The Troglodytae (Greek: Τρωγλοδῦται) or Troglodyti (literally "cave goers"), were a people mentioned in various locations by many ancient Greek and Roman geographers and historians including Agatharcides, Strabo, Diodorus Siculus, Pliny, Tacitus, Josephus, etc. The earlier references call them Trogodytes, which was evidently altered later by folk-etymology from Greek trōglē, cave. They were usually placed in the desert along the African side of the Red Sea coast, from Berenice Troglodytica southward as far as Somalia. They have been connected with the modern Afar of Eritrea and neighboring peoples, as well as with the Tuareg.
Troglodytis in Flavius Josephus
Flavius Josephus alludes to a place he calls Troglodytis while discussing the account in Genesis, that after the death of Sarah, Abraham married Keturah (not to be confused with Hagar) and fathered six sons who in turn fathered many more. "Now, for all these sons and grandsons, Abraham contrived to settle them in colonies; and they took possession of Troglodytis, and the country of Arabia Felix..."
The Troglodytis Josephus refers to here is generally taken to mean both coasts of the Red Sea. However, Josephus goes on to state that the descendants of one of these grandsons, Epher, invaded Libya, and that the name of Africa was thus derived from that of Epher.

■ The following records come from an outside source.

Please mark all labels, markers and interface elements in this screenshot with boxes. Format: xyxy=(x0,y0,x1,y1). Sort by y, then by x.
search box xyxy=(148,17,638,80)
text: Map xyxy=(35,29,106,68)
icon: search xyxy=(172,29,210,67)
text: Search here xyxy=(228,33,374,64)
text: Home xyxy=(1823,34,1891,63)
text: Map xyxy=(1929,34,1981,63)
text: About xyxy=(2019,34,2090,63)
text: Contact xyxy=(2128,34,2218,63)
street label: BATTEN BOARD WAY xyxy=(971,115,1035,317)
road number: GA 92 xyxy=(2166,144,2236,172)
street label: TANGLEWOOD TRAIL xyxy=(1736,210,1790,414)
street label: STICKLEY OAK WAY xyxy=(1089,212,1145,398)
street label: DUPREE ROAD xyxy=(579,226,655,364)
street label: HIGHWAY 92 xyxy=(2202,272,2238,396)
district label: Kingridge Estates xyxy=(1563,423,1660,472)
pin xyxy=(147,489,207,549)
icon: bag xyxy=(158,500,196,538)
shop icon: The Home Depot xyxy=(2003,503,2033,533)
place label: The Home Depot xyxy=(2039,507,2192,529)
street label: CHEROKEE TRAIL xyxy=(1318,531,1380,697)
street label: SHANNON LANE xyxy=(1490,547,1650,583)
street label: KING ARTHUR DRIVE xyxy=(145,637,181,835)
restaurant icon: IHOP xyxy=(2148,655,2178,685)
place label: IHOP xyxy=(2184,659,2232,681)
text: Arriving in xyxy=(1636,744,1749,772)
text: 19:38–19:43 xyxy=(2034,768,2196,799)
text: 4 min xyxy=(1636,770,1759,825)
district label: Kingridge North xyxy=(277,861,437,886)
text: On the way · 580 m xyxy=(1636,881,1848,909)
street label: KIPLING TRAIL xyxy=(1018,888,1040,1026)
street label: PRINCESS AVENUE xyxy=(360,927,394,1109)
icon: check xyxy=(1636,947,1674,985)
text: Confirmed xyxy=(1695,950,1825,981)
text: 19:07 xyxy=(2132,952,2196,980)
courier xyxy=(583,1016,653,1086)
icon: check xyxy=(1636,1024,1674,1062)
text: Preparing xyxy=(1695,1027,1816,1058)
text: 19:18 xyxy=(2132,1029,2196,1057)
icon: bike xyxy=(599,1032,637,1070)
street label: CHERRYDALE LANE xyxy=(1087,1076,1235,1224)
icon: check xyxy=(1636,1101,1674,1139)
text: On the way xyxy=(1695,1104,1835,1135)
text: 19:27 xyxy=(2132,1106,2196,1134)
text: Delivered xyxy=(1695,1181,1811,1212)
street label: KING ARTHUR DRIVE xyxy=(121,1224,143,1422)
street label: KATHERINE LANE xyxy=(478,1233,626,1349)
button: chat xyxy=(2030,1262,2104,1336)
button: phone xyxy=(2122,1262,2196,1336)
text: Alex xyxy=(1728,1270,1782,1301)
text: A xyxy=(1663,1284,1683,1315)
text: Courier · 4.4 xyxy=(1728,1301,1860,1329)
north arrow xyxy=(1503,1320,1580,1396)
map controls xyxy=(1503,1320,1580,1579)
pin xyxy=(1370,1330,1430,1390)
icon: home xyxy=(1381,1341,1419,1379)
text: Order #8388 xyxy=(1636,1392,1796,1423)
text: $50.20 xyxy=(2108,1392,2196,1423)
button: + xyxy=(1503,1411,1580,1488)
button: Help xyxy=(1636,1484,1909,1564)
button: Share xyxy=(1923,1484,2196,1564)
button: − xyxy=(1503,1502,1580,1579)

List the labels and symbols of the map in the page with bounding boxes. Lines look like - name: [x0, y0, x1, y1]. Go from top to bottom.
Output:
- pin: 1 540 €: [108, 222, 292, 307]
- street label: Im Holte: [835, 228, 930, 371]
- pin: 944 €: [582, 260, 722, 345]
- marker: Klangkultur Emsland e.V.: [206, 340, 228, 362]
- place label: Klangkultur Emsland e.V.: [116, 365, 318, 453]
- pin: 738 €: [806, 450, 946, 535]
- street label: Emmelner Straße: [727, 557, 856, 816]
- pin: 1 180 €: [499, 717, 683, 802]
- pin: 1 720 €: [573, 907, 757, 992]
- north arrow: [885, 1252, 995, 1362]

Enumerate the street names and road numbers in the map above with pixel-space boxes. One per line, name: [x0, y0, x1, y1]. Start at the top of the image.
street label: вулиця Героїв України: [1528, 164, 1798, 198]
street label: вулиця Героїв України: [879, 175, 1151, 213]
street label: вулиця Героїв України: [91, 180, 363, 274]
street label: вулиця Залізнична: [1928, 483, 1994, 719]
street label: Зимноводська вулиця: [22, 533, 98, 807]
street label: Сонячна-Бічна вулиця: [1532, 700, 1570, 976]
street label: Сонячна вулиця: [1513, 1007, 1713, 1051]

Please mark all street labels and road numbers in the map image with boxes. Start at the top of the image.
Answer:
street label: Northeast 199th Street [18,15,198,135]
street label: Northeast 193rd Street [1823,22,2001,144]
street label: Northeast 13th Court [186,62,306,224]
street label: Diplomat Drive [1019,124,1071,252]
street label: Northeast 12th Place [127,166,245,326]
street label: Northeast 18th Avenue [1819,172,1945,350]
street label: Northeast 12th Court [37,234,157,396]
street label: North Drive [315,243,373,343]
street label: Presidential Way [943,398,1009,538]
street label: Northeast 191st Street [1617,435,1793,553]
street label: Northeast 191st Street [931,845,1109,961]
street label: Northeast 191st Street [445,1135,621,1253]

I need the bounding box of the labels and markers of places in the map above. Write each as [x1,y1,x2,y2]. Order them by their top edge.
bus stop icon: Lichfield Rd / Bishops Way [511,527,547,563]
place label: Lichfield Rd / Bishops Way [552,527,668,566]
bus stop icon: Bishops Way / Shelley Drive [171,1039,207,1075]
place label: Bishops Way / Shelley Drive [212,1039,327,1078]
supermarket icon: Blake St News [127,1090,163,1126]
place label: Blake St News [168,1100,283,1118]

According to the Hebrew Bible, Keturah or Ketura (Hebrew: קְטוּרָה, Modern Qətura Tiberian Qəṭûrāh ; "Incense") was the woman whom Abraham, the patriarch of the Israelites, married after the death of his wife, Sarah. Her nationality is unknown. Keturah bore Abraham six sons, Zimran, Jokshan, Medan, Midian, Ishbak, and Shuah.
What has this to do with chickens? These Tasian A Group Cultures of East Africa, hence forth to be described as Bejawi/Bigawi peoples, had been moving back and forth across the Arabian Peninsula (modern day Yemen and Oman) to what is now Pakistan and Western India since the very dawn of history. Bigawi peoples were trading extensively with Indus Valley Civilization- no later than ~3300 to 1300 BCE, and in turn, they traded their imported wares to the Northern Egyptians of the Delta (Lower Egypt) and on to the Mediterranean.
The progenitors of the Egyptian Fayoumi were transported by the Bigawi/Bejawi people to Egypt sometime around 1550 B.C.E.
Peoples native to the Indian Subcontinent including Sri Lanka held a great deal in common with their East African and Southern Arabian cousins.
Please be reminded that this moment time took place literally thousands of years before the advent of Judaism and subsequently even more distant in time from the birth of Christianity.
*It is easy for people to confuse the word Arabia with Islam because most Arabic speakers today are Muslims. Nevertheless, all you historians will recall that the emergence of Islamic religion is even more recent ~ 650 years after the birth of Christ.
Arabian cultures were flourishing thousands of years ago and as mentioned above, Arabia Felix AKA Yemen was the physical crossroads between India, the Red Sea and the Horn of Africa.
Millet, Sesame, Coffee, Myrrh and Frankincense was carried eastward to India. Cumin, Turmeric, Cinnamon, Black Pepper, Cloves and Citrus was carried westwards.